Entries supplied:
>>>
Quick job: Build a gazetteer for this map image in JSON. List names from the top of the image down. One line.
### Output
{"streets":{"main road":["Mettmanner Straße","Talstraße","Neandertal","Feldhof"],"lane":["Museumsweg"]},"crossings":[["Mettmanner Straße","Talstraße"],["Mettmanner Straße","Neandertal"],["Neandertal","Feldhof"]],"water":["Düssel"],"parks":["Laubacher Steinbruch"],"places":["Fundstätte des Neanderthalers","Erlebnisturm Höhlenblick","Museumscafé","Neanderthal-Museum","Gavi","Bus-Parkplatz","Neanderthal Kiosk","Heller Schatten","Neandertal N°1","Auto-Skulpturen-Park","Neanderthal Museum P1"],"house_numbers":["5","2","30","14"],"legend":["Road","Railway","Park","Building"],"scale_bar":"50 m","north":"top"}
<<<
>>>
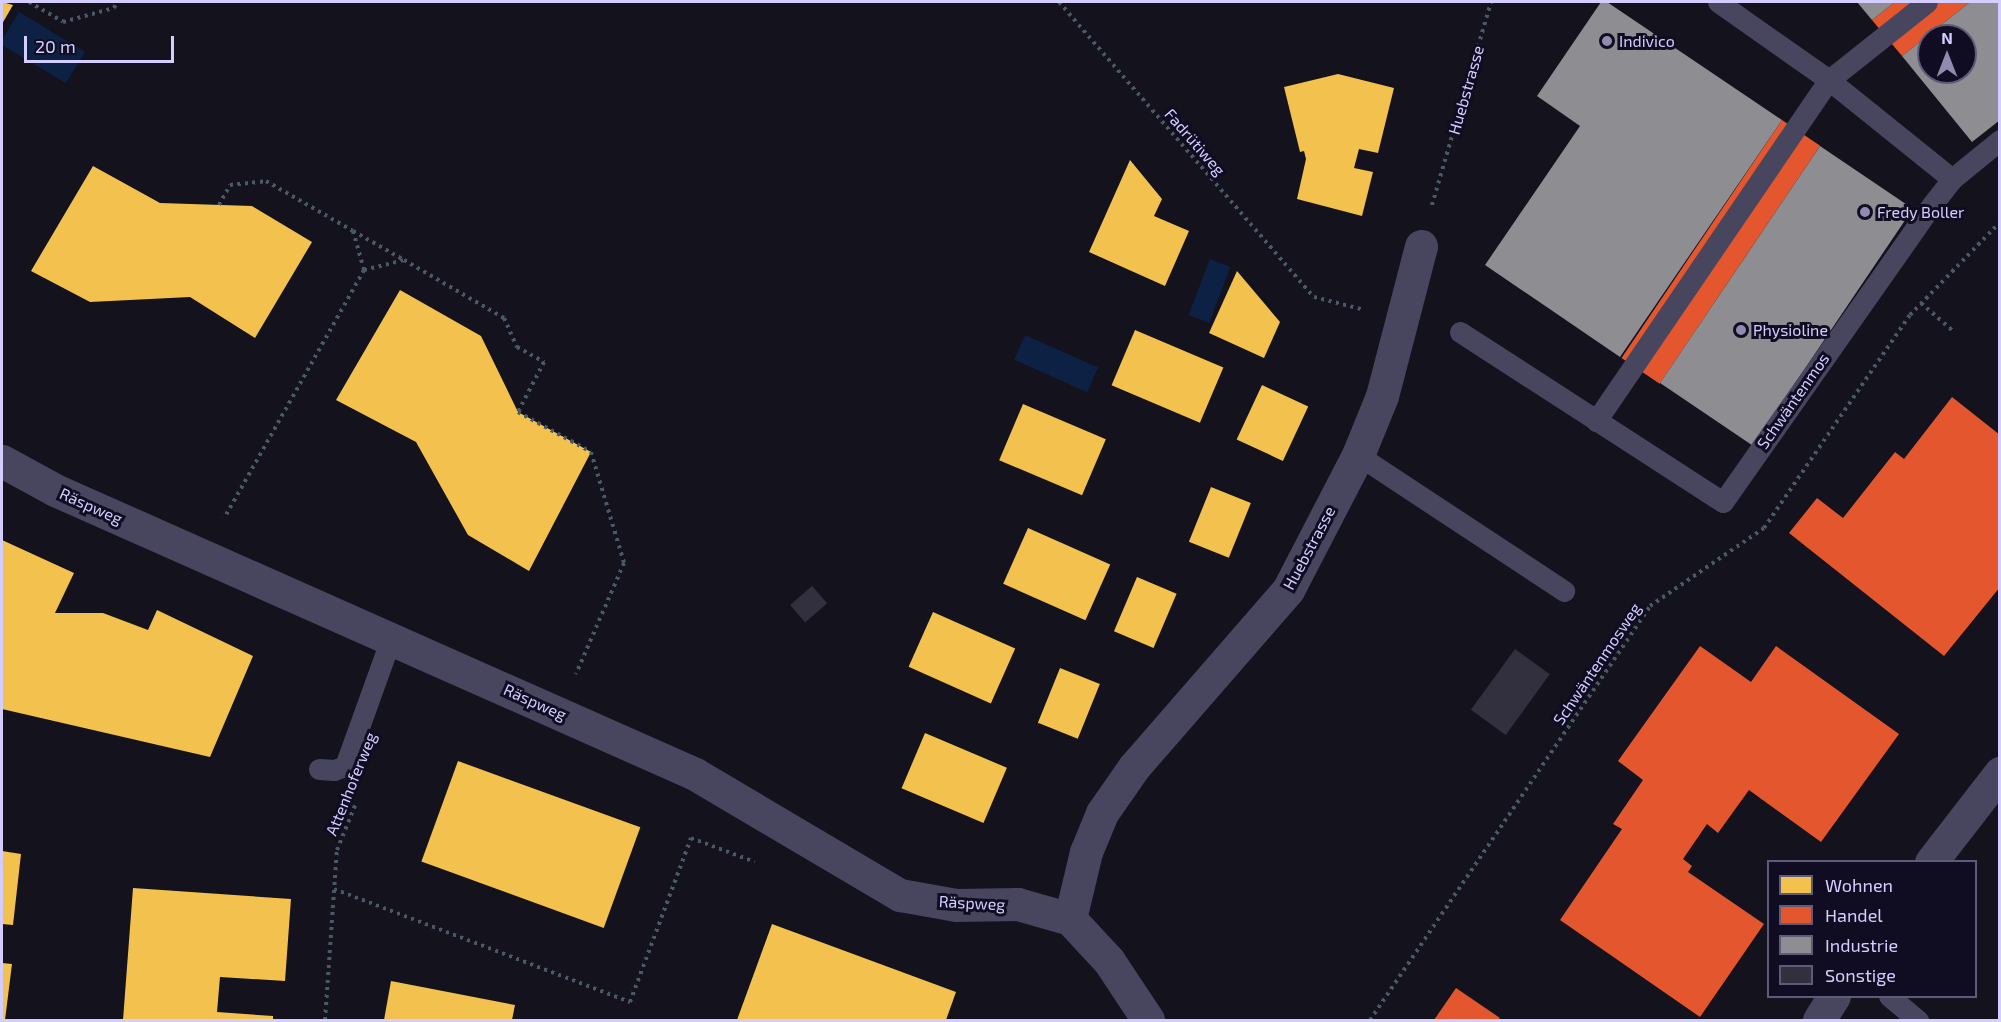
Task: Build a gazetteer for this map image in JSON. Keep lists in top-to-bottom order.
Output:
<<<
>>>
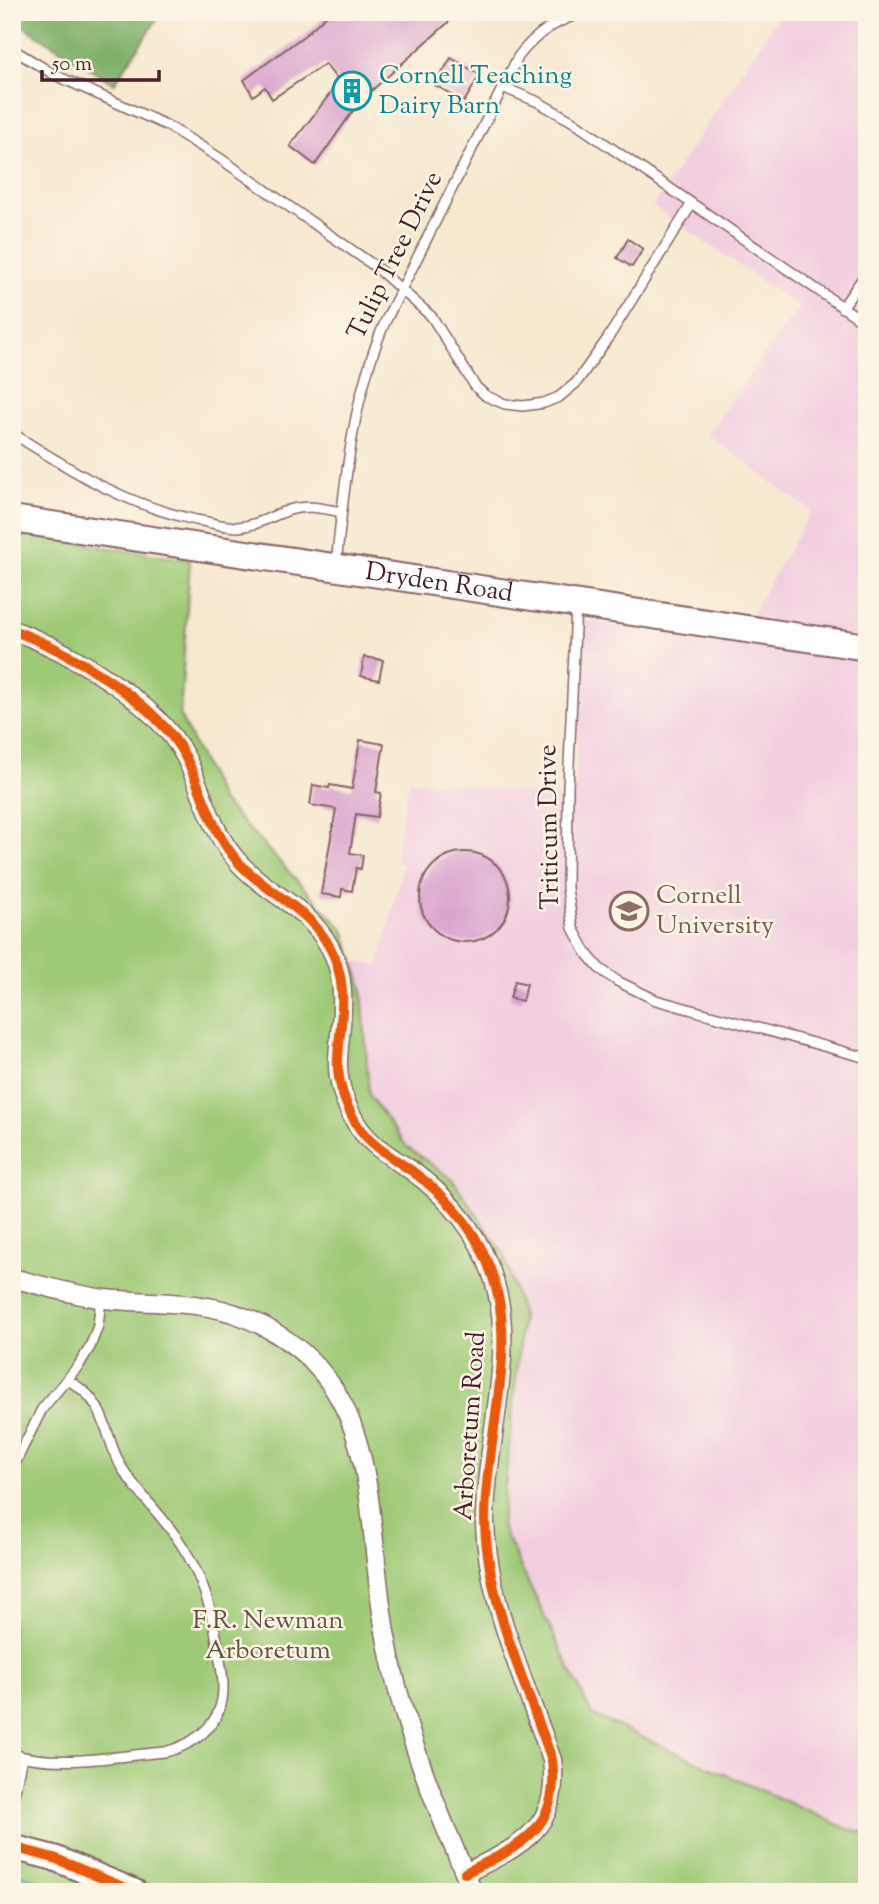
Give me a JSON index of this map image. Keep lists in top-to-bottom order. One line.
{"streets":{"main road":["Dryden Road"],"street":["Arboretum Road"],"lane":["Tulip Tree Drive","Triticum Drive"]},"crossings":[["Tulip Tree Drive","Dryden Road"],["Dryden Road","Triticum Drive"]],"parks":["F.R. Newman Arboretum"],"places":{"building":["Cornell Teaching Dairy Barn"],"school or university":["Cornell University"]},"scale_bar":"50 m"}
<<<
Assigned task: Answer with the number alone after working out how many lines in the records contain the string "gazetteer".

Written response: 2